Nitekim oyuncu kelimesi Yunanca ‘hupokrites’, maskenin ardında konuşan anlamına gelirken maske de persona (kişilik) kelimesi ile ilişkilenmiştir. Tiyatroda oyunun ve maskenin bir değişim aracına dönüşmesi, ardındaki ifadeleri görünmez kılması, takana ikinci bir kişilik kazandırır. Hagop Ayvaz Arşivi’ndeki gülen ve ağlayan yüz maskeler, sosyal ve sanatsal yaşama dair pek çok gösterge barındırır. Maskelerin değişen sanat akımlarına, Dadaizm, -Dada tiyatronun eylemci niteliğinden hareketle ortaya çıkmıştır- Sürrealizm, Kübizm ve Punk gibi akımların etkileri yanı sıra Doğu’nun değişme direnen yaşamından da izler taşır. Doğu’nun eril göstergesi olan sakalın tek bir form üzerinden sürekli taşınması bir yerde kat etmesi gereken yolu da belirtmektedir.
Tiyatro deliliği görünür kılan bir sanat medyumudur
Hagop Ayvaz‘ın “tiyatro kafaya iyi gelir” deyişi tiyatro ile akıl sağlığı arasındaki bağlantıyı dile getirir. Aynı bağlantıyı Jacques Lacan, “Deli, kendini kral zanneden sıradan bir insan değildir; kendini kral sanan kraldır.” sözleriyle kurar. Tiyatro, deliliği görünür kılan bir sanat medyumudur. Tiyatroda karakterin oyuncu üzerinden canlandırılması, dışarıdan hazır olarak edinilmesi, karakterin değişmezliği yargısını sürekli bozuma uğratarak yaşam ile oyunu iç içe geçirir. Tiyatronun davranışları değiştirilebilmesi ve farklı eylemler sergileme imkanı tanıması onu iktidar karşıtı bir pratiğe de dönüştürür. İktidarlar bu yüzden hep muhafazakarlık üzerinden ilerler ve muhafazakarlar da bir düzenin devamlılığı için hep iktidarların tarafında yer alır. Bu açıdan muhafazakarlık bir sonuç değil, bir süreç olarak gelişen patolojik, nevrotik bir durumdur.

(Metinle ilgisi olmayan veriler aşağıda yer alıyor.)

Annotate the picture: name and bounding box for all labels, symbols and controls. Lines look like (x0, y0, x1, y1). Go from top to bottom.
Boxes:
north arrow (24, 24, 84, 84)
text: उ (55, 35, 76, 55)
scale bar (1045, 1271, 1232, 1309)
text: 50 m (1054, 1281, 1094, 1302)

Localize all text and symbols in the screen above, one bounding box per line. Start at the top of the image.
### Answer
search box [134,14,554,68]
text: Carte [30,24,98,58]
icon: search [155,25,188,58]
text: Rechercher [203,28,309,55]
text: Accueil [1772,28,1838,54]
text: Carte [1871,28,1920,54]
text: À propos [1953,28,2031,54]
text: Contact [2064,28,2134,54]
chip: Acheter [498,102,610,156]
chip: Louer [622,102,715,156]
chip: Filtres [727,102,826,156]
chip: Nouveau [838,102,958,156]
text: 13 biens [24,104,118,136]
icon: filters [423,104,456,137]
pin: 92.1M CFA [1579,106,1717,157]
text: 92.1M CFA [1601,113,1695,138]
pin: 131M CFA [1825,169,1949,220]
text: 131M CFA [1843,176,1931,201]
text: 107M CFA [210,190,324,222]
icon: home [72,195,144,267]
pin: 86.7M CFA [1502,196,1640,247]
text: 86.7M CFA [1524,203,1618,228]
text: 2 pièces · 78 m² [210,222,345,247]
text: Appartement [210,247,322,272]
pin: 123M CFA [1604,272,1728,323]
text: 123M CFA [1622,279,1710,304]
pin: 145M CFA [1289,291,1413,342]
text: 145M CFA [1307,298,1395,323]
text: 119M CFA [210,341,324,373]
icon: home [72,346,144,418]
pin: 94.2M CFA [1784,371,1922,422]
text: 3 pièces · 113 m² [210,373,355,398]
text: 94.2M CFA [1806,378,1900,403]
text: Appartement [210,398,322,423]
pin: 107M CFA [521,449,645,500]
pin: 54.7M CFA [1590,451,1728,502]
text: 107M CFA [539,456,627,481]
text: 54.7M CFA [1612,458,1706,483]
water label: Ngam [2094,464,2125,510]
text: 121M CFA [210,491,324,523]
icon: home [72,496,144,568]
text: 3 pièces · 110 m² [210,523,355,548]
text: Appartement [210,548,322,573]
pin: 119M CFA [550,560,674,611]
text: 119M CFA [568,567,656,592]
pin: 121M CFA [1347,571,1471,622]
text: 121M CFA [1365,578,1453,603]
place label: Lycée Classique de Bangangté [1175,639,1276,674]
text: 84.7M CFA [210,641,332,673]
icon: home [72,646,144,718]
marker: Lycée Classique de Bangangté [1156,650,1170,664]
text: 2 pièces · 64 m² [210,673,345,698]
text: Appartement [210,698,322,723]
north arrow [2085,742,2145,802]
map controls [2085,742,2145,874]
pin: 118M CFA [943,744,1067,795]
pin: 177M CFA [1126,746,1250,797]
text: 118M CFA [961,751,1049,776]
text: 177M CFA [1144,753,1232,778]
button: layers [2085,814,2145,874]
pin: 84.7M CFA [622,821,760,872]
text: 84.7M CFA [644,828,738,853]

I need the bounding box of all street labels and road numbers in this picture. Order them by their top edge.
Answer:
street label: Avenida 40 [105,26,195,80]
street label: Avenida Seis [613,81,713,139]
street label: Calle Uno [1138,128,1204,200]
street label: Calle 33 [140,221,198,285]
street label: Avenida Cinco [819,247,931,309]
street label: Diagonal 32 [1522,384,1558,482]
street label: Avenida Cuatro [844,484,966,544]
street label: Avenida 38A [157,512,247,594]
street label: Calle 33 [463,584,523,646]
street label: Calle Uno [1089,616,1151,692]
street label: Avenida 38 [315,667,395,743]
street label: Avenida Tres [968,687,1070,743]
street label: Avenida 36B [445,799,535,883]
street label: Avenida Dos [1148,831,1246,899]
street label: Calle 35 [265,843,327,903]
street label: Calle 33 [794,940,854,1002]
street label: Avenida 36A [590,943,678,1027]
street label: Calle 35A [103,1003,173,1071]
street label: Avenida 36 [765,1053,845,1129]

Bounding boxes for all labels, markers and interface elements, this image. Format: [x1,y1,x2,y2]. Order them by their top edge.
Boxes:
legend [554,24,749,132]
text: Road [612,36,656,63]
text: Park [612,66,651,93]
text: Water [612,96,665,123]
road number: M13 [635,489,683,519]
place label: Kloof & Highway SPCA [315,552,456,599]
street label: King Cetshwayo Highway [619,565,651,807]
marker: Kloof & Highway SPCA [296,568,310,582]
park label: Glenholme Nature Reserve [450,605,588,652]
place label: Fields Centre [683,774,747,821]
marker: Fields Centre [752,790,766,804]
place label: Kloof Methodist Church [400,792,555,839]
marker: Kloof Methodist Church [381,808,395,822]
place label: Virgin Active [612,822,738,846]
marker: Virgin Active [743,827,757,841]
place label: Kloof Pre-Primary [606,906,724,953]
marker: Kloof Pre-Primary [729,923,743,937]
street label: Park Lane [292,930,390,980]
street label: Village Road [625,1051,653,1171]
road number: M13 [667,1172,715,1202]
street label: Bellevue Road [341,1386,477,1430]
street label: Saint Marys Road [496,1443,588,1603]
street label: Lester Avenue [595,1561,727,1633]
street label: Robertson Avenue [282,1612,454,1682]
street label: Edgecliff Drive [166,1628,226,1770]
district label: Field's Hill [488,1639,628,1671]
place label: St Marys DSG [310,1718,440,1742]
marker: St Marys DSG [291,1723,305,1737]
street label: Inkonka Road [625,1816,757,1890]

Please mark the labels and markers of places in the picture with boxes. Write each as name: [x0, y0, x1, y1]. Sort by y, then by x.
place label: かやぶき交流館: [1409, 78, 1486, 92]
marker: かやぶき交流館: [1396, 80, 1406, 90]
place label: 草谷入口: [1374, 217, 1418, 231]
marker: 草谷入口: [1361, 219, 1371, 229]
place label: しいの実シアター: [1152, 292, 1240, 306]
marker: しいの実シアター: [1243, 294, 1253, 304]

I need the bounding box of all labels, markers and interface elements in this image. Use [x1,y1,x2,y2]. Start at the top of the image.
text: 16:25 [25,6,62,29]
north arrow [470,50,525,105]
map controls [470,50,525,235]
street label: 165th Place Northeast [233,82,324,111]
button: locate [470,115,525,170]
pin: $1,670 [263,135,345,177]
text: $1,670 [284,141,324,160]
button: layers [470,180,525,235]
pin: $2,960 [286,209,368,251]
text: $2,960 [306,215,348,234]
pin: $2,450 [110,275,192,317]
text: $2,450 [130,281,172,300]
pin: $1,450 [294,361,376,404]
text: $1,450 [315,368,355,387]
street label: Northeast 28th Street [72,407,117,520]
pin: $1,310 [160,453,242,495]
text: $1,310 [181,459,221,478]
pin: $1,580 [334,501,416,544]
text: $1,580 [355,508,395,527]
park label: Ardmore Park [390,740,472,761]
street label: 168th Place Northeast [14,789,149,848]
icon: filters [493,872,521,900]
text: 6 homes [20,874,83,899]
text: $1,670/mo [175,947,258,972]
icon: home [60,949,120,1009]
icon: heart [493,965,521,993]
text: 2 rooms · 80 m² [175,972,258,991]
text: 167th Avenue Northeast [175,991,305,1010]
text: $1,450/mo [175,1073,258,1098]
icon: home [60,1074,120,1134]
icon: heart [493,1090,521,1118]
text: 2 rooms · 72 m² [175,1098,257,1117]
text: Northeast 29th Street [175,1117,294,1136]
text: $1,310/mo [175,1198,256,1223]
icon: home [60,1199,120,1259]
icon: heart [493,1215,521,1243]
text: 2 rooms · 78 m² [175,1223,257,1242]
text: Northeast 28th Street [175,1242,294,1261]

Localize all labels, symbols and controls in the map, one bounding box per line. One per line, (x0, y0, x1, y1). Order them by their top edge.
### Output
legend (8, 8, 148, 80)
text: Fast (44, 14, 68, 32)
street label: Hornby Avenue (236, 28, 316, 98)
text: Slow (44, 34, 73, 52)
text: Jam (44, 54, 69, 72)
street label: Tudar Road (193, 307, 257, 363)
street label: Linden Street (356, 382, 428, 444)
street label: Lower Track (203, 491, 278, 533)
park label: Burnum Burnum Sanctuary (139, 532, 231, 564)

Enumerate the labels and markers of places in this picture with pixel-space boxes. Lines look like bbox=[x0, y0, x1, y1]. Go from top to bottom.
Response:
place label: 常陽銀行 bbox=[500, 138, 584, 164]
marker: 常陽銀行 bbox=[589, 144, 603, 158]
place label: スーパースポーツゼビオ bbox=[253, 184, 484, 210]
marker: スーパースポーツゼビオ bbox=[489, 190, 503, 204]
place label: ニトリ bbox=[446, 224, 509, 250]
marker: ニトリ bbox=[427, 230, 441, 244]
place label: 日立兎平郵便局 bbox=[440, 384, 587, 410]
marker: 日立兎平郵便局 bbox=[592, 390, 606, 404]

Muhafazakarlığın, davranışları belirlenen bir düzen içine çekmesi, değişime direnç göstermesi, müdahale etmesi ve bu müdahalenin genellikle isteğe bağlı olmadan ideolojik bir araç olarak gerçekleştirmesi onu farklı yaşam pratiklerine karşı tehdit edici bir unsura dönüştürür. İktidarlar, üretim araçları, el değiştirince öncelikle ötekilerin yaşam biçimlerine saldırırlar ve bu yaşamları temel tehdit olarak gösterirler. Muhafazakarlık, hâlâ insanları kendi yasası için şekillendirmeye çalışan belki de son toplumsal akıl dışı inanç sistemidir. Ve sanat akıldışı inanç sistemlerini görünür kılmaya ve yapıbozuma uğratmaya çalışan temel bir dinamiktir.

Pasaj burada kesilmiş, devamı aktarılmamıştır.